_Work instruction_
The records underneath are to be repeated exactly, with the pictures left out.

_Supplied records_
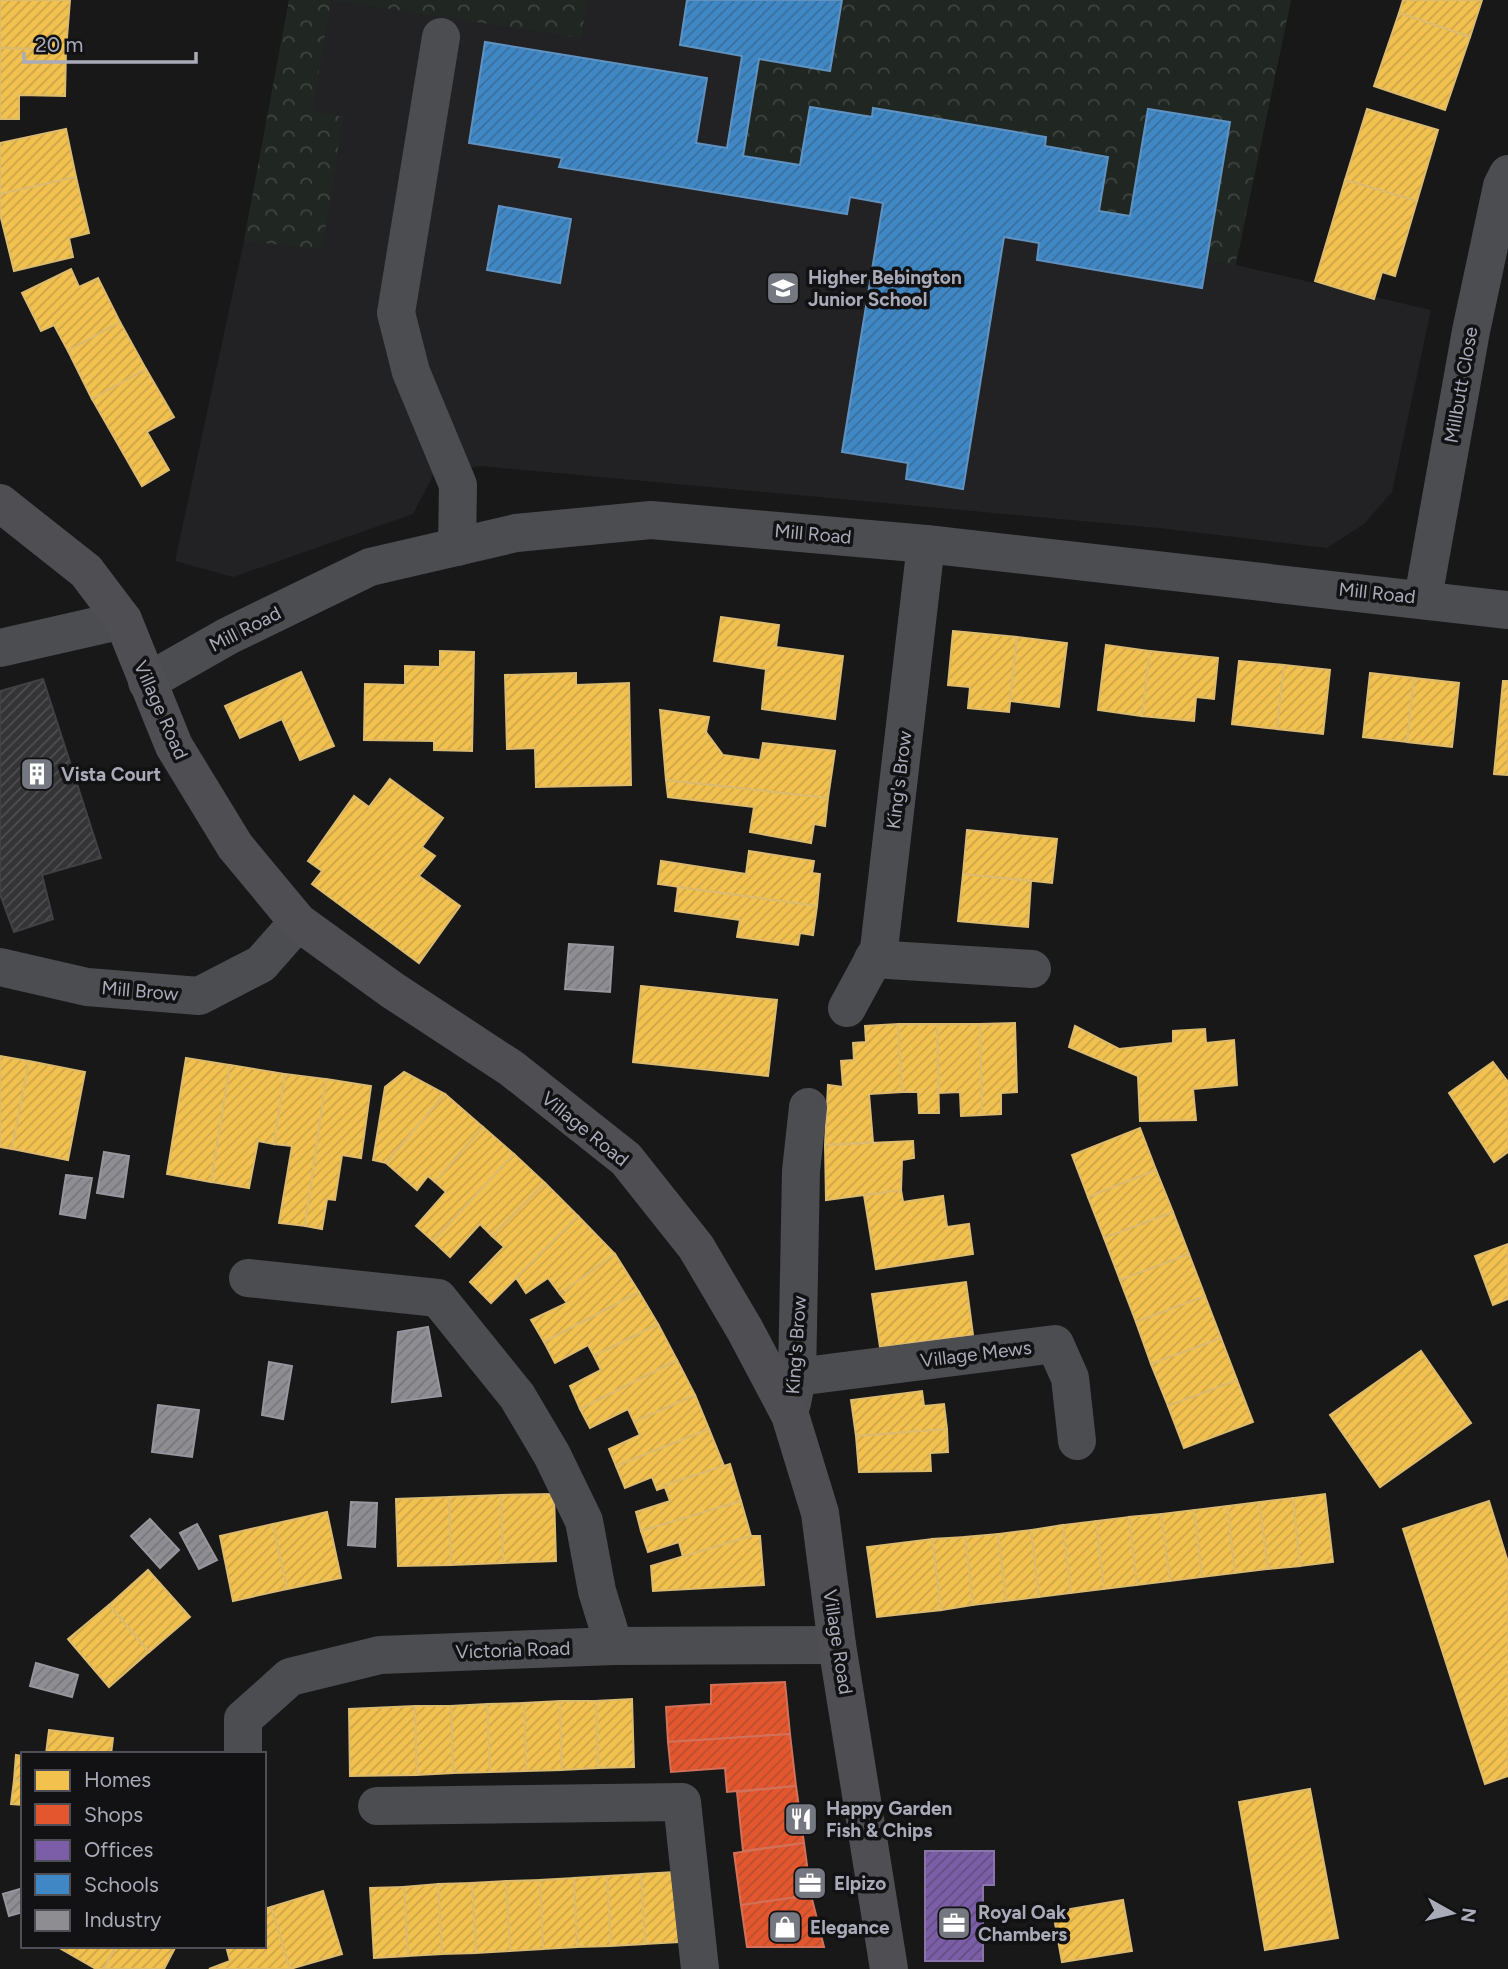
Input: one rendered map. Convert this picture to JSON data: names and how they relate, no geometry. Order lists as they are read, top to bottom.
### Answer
{
  "streets": {
    "main road": ["Village Road"],
    "street": [
      "Millbutt Close",
      "Mill Road",
      "King's Brow",
      "Mill Brow",
      "Village Mews",
      "Victoria Road"
    ]
  },
  "crossings": [
    ["Millbutt Close", "Mill Road"],
    ["Mill Road", "Village Road"],
    ["Mill Road", "King's Brow"],
    ["Village Road", "King's Brow"],
    ["Village Road", "Mill Brow"],
    ["Village Road", "Victoria Road"],
    ["King's Brow", "Village Mews"]
  ],
  "places": {
    "school or university": ["Higher Bebington Junior School"],
    "building": ["Vista Court"],
    "restaurant": ["Happy Garden Fish & Chips"],
    "office": ["Elpizo", "Royal Oak Chambers"],
    "shop": ["Elegance"]
  },
  "legend": [
    "Homes",
    "Shops",
    "Offices",
    "Schools",
    "Industry"
  ],
  "scale_bar": "20 m",
  "north": "right"
}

_Expected output_
Input: one rendered map. Convert this picture to JSON data: names and how they relate, no geometry. Order lists as they are read, top to bottom.
### Answer
{
  "streets": {
    "main road": ["Village Road"],
    "street": [
      "Millbutt Close",
      "Mill Road",
      "King's Brow",
      "Mill Brow",
      "Village Mews",
      "Victoria Road"
    ]
  },
  "crossings": [
    ["Millbutt Close", "Mill Road"],
    ["Mill Road", "Village Road"],
    ["Mill Road", "King's Brow"],
    ["Village Road", "King's Brow"],
    ["Village Road", "Mill Brow"],
    ["Village Road", "Victoria Road"],
    ["King's Brow", "Village Mews"]
  ],
  "places": {
    "school or university": ["Higher Bebington Junior School"],
    "building": ["Vista Court"],
    "restaurant": ["Happy Garden Fish & Chips"],
    "office": ["Elpizo", "Royal Oak Chambers"],
    "shop": ["Elegance"]
  },
  "legend": [
    "Homes",
    "Shops",
    "Offices",
    "Schools",
    "Industry"
  ],
  "scale_bar": "20 m",
  "north": "right"
}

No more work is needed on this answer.